Carcare Cronaca

Carcare, i provvedimenti adottati in vista della fase 2

Suolo pubblico gratuito per agevolare i distanziamenti a tutti i pubblici esercizi, nonché alle attività commerciali che ne faranno richiesta, possibilità di mercati domenicali estivi agli ambulanti fissi del mercoledì, anticipo di vendite promozionali autorizzate e uno studio professionale e mirato per il turismo. Queste, in sintesi, le prime azioni messe in campo dall’Amministrazione comunale di Carcare in vista della “fase 2” della pandemia da covid-19.

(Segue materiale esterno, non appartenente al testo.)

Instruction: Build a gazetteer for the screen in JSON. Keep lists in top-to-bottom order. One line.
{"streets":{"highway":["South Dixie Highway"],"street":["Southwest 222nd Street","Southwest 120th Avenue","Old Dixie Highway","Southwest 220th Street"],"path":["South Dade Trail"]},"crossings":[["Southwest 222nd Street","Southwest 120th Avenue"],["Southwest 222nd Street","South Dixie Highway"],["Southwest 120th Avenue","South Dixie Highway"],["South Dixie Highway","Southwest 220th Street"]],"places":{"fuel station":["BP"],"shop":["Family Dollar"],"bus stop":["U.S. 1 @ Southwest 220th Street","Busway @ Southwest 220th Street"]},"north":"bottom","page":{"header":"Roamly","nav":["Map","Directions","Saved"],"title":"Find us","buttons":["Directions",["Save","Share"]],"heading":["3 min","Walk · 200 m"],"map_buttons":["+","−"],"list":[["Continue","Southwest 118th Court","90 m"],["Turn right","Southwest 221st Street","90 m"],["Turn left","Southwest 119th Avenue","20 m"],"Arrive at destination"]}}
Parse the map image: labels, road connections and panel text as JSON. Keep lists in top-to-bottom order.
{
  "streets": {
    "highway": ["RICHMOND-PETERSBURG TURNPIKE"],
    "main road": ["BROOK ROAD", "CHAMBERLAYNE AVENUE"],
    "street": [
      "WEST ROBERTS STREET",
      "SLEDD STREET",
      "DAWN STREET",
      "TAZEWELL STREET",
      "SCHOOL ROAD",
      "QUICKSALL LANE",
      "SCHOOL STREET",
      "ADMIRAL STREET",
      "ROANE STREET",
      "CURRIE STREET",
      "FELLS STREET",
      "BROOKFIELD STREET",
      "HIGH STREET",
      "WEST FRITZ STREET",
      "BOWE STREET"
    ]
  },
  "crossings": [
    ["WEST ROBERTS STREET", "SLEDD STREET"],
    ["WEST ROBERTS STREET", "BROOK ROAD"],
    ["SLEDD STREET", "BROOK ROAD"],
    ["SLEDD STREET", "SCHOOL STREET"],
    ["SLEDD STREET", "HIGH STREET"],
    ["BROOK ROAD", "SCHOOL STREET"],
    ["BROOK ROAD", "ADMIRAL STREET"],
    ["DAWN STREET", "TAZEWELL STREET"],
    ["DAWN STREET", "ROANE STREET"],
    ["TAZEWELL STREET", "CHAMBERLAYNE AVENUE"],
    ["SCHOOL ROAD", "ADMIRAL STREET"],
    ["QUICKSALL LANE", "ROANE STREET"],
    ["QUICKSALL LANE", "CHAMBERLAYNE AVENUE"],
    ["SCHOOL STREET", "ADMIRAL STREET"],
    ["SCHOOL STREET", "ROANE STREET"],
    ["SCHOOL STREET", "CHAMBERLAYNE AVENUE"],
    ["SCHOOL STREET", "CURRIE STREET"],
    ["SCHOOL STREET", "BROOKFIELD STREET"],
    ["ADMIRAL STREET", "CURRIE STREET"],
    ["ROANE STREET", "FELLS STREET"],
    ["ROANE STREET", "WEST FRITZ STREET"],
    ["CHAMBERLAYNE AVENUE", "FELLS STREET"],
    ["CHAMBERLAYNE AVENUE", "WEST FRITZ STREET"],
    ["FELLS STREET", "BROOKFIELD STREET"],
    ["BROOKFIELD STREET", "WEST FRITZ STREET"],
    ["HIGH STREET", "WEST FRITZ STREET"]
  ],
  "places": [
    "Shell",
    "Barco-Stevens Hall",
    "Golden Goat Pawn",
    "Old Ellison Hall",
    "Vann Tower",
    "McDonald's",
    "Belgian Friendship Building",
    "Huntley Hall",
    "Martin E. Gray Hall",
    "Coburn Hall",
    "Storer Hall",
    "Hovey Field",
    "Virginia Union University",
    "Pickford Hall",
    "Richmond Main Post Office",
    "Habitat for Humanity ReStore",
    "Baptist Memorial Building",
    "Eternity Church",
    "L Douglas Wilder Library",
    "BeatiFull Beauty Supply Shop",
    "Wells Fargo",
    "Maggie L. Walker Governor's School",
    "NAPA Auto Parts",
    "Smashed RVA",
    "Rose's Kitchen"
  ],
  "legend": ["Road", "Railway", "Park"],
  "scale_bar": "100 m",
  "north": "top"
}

In attesa di conoscere quali saranno le manovre finanziarie del Governo per sostenere l’economia e, pertanto, anche i Comuni, facendo sì che ci siano aiuti concreti alle aziende locali in materia di sgravi fiscali, la settimana prossima la giunta guidata dal sindaco Christian De Vecchi delibererà alcune opportunità (a cui ne seguiranno altre) per riavviare il commercio e l’artigianato carcaresi, nonché il volontariato con la possibilità di avere a disposizione tutte le sale comunali a costo zero per eventuali incontri organizzativi o promozionali.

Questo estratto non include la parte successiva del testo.